Orange ON explores new possibilities for an operator


The competitive threats to network operators are well documented: legacy voice traffic is migrating to VoIP providers such as Skype, data traffic is expanding beyond available capacity (but without a corresponding revenue increase) and users’ primary address books are relocating from the phone to social networking services such as Twitter, Facebook and Gmail.

Orange is experimenting with a new approach to sustain its competitive position in this difficult landscape, launching a service called ‘ON‘ through its Orange Vallee incubator unit.

The concept for ON started life as a home screen replacement and could easily have become another proprietary attempt by an operator to paste their branding and applications across the user interface of the handset, regardless of their customer’s preferences. However, led by Giles Corbett, the ON team worked with user experience agency Seren to take a rather different approach. Instead of limiting to pre-installation on Orange devices, ON is being made available as a free download for users on any network.

It is currently published in the Android market, with an iPhone version coming shortly. Following user feedback, it no longer replaces the homescreen, but instead can be run as an individual application. There is also a web-based interface, accessible from any browser.

According to Corbett, who I spoke with at Mobile World Congress this week, ON is all about reflecting the fine nuances of social groupings. Instead of continuing the first generation social networking model of sharing your life with as many people as possible, ON gives you a really quite sophisticated level of control over how you communicate with the individuals in your life.

It is based around a user experience metaphor of circles. For instance, your partner may be in a circle of their own, given the highest level of access to your updates and location, as well as priority whenever they try to contact you. Your key business colleagues might be consigned to a different circle, where they can track your approximate location, reach you apart from when you’re in meetings and receive updates you post to Twitter, but not to Facebook.

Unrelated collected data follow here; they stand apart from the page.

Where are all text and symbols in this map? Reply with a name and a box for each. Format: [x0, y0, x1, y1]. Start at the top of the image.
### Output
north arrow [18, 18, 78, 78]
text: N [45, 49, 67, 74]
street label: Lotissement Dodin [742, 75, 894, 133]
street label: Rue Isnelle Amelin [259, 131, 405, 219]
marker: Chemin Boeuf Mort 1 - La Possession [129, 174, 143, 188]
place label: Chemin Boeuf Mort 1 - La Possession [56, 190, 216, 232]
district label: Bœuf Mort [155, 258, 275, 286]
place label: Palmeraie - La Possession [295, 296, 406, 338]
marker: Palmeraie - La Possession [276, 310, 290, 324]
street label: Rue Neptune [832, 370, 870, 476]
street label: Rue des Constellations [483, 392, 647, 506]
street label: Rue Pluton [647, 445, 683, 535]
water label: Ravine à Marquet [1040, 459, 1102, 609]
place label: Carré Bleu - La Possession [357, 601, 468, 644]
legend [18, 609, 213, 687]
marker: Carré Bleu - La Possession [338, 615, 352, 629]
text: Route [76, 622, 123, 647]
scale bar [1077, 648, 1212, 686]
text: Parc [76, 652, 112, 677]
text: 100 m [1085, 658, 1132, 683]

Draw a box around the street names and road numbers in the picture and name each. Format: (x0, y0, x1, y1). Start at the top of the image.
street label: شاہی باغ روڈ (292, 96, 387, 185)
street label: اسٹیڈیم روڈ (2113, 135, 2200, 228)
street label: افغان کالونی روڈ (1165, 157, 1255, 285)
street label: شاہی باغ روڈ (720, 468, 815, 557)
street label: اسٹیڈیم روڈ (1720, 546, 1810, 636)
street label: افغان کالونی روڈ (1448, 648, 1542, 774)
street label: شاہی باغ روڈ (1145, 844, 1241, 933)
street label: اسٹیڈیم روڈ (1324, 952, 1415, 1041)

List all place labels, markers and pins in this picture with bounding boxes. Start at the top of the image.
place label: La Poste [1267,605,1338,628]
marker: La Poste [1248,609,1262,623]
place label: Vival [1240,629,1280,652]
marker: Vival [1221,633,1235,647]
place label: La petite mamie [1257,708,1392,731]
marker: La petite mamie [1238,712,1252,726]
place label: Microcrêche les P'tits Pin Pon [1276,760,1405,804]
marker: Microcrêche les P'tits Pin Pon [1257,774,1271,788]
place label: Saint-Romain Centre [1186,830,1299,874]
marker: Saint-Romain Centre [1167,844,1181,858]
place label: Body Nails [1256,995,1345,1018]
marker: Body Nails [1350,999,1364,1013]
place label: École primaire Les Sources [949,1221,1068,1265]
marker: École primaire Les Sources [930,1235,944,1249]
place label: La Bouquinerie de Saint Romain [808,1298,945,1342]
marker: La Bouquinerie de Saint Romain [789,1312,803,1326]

ON imports all of your contacts from your address book and services like Gmail, allowing you to get started quickly. At first, everyone is located within the same circle, but as you start to assign users to different circles, you start to build up ‘worlds’ where you can see the updates from certain groups of individuals, control which updates they see from you, what happens when they try to contact you and whether they can locate you.

The location controls are particularly sophisticated. You can drag a slider to select how much contacts in a particular circle know about your location: e.g. country, city, street or building level. Also, you set ON so that it only releases your location when you’re in a specific venue. For instance, you may want your work colleagues to know when you’re at the office, but you don’t want them to see where you are outside of office hours.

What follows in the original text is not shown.